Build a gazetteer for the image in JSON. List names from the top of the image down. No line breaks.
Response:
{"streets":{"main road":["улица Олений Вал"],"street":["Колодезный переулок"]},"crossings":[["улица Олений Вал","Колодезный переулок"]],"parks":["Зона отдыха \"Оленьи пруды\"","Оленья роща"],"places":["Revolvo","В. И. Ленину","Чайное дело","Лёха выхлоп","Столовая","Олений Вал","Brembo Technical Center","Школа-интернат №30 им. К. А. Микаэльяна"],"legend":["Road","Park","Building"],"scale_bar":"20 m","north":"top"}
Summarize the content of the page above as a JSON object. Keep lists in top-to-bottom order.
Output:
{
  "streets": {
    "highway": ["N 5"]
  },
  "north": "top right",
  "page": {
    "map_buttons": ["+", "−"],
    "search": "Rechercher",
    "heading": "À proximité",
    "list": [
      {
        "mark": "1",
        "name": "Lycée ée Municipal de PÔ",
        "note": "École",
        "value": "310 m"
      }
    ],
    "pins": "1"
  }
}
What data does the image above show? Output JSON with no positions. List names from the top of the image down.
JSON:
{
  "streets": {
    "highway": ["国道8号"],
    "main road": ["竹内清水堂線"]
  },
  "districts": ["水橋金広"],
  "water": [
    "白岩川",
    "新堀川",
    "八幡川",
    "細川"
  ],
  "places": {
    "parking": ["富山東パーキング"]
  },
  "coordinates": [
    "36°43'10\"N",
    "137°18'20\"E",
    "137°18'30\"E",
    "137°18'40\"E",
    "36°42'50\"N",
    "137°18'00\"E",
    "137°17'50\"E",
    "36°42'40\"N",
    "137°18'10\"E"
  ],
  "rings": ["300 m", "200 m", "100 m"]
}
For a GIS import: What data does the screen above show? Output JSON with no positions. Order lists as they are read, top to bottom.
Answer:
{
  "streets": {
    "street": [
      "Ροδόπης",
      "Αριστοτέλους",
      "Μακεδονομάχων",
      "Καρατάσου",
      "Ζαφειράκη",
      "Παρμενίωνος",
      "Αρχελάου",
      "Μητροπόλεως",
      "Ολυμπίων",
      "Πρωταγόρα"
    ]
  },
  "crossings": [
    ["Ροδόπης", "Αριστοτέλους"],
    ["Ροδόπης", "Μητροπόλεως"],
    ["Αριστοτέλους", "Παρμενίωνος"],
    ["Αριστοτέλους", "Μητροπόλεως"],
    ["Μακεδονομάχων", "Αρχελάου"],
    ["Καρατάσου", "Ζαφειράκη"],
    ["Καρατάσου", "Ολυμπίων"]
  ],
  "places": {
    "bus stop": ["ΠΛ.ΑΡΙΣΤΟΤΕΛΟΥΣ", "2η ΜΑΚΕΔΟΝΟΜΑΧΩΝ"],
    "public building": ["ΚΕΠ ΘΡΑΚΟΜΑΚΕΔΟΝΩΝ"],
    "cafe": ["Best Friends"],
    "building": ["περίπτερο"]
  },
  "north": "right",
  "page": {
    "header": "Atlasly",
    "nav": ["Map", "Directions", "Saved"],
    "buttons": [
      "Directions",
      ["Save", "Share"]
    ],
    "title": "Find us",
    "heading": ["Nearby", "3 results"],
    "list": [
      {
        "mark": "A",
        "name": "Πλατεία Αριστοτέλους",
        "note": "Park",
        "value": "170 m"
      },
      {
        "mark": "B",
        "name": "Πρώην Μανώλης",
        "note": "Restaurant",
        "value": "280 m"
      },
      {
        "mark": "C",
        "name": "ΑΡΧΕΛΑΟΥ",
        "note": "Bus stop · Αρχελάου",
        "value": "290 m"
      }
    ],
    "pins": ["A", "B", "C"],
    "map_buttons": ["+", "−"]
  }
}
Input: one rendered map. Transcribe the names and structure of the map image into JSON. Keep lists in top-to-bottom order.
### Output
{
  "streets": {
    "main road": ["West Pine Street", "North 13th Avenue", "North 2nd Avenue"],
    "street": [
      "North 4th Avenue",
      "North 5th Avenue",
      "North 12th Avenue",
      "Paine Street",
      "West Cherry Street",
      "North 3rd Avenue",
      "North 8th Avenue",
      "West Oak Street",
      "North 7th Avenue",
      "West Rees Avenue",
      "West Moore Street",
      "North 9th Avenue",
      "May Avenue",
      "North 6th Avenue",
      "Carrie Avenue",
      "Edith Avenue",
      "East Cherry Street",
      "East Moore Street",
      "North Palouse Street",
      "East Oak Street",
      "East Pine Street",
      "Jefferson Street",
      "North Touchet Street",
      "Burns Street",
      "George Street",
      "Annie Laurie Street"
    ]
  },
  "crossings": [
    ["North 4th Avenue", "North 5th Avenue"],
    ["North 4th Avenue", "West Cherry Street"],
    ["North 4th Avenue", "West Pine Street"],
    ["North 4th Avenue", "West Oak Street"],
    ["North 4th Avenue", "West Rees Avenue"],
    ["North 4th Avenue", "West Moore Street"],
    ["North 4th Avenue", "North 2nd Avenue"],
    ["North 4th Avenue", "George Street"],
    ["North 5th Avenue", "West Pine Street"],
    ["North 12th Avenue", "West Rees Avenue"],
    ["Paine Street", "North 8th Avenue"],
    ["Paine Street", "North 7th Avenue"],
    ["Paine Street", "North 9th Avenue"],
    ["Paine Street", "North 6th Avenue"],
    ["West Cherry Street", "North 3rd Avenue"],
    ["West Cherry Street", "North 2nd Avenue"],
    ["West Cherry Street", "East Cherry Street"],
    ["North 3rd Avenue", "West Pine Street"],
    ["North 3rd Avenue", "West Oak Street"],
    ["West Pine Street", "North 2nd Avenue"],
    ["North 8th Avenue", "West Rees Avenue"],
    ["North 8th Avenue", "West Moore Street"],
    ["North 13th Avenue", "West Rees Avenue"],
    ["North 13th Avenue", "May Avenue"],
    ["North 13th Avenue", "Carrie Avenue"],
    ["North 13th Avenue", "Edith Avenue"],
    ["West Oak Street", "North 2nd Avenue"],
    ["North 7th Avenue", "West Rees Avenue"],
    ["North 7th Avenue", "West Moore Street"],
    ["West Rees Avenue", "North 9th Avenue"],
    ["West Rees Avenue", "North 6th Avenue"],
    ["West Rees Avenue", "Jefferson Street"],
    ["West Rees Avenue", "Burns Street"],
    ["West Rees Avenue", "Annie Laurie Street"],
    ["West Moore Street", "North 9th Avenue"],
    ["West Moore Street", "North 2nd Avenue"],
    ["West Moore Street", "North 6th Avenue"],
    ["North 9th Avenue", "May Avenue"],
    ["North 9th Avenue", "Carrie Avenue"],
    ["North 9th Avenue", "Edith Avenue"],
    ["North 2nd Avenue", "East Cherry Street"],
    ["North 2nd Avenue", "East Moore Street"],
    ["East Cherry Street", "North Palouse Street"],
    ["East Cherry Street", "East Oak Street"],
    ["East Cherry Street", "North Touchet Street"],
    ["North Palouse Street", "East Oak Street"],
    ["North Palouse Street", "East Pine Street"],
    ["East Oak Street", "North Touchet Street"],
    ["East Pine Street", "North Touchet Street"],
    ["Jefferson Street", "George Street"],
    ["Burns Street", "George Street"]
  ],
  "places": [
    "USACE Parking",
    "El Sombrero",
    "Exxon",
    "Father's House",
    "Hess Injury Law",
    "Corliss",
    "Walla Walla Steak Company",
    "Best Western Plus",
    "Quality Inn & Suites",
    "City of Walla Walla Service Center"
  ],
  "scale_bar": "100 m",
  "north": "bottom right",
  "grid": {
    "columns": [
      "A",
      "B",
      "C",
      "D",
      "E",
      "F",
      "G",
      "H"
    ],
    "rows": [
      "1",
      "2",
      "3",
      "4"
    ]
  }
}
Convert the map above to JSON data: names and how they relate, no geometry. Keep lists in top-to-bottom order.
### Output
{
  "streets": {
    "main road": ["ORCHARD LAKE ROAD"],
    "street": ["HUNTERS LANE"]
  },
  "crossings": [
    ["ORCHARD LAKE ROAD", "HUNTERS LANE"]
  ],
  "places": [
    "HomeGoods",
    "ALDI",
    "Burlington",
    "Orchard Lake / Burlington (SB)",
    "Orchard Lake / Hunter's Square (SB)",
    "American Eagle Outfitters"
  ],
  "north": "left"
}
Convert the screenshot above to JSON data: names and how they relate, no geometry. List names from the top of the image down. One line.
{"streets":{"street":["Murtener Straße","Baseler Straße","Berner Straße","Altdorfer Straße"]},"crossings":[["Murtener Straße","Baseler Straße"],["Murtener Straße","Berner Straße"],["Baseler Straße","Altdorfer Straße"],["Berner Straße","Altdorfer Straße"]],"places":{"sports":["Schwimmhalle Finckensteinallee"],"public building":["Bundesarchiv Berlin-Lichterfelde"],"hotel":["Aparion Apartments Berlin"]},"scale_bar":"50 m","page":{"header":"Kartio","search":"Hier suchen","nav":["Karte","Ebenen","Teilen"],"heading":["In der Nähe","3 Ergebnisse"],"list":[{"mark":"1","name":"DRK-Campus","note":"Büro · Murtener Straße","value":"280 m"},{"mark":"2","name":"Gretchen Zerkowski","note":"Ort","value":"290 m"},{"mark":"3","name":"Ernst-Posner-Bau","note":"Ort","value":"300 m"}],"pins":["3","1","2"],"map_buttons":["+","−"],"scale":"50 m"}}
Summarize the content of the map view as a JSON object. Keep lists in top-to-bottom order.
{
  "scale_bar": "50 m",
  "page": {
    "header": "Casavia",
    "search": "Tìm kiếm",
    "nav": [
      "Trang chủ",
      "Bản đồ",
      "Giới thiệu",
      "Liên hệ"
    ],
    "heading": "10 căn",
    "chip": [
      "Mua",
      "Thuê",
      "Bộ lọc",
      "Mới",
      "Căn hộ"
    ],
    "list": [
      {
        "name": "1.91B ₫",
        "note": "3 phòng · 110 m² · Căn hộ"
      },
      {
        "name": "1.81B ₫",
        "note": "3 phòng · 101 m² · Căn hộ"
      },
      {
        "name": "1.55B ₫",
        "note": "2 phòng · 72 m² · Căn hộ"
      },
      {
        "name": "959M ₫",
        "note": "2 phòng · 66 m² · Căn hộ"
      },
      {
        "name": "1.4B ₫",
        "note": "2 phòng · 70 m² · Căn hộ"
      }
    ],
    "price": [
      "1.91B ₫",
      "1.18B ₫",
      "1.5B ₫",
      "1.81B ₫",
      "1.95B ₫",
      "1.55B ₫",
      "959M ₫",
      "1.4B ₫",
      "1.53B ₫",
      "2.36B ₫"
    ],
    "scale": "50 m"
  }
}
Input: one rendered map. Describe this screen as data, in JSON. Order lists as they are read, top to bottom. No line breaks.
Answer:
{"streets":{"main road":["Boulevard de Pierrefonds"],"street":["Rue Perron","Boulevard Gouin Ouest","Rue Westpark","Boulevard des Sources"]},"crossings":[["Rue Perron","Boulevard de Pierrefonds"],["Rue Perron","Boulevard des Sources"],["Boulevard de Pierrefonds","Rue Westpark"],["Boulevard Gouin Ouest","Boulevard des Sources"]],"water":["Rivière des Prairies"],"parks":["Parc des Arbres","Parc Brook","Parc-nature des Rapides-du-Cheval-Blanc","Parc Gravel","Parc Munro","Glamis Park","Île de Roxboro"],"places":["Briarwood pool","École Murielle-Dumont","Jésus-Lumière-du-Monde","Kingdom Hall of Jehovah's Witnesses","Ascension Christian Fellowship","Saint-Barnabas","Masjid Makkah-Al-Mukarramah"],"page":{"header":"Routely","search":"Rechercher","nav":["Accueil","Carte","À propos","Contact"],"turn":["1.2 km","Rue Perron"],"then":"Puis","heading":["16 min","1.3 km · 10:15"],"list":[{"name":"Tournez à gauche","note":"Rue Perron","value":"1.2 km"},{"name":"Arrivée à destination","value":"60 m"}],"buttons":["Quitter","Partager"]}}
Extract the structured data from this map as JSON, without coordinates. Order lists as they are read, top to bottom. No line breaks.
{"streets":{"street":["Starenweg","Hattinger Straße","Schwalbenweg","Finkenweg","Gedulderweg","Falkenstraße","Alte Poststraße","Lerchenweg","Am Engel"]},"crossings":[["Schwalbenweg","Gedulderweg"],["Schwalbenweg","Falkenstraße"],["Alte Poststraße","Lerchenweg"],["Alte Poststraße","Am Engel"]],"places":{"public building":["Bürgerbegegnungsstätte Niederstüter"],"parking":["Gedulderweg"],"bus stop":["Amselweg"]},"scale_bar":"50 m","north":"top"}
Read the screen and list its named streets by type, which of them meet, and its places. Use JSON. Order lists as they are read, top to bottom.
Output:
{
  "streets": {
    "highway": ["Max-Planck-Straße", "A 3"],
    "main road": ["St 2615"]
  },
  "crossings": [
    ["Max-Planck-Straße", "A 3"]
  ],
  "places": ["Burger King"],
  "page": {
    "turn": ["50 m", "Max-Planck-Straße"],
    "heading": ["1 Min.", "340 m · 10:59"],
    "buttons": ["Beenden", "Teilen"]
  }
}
————————
=== EXERCISE ===
Copy the records above exactly, beginning at the line that contains "What data does the image" and stopping after the line that contains "For a GIS import: What".

=== SOLUTION TO THIS EXERCISE ===
What data does the image above show? Output JSON with no positions. List names from the top of the image down.
JSON:
{
  "streets": {
    "highway": ["国道8号"],
    "main road": ["竹内清水堂線"]
  },
  "districts": ["水橋金広"],
  "water": [
    "白岩川",
    "新堀川",
    "八幡川",
    "細川"
  ],
  "places": {
    "parking": ["富山東パーキング"]
  },
  "coordinates": [
    "36°43'10\"N",
    "137°18'20\"E",
    "137°18'30\"E",
    "137°18'40\"E",
    "36°42'50\"N",
    "137°18'00\"E",
    "137°17'50\"E",
    "36°42'40\"N",
    "137°18'10\"E"
  ],
  "rings": ["300 m", "200 m", "100 m"]
}
For a GIS import: What data does the screen above show? Output JSON with no positions. Order lists as they are read, top to bottom.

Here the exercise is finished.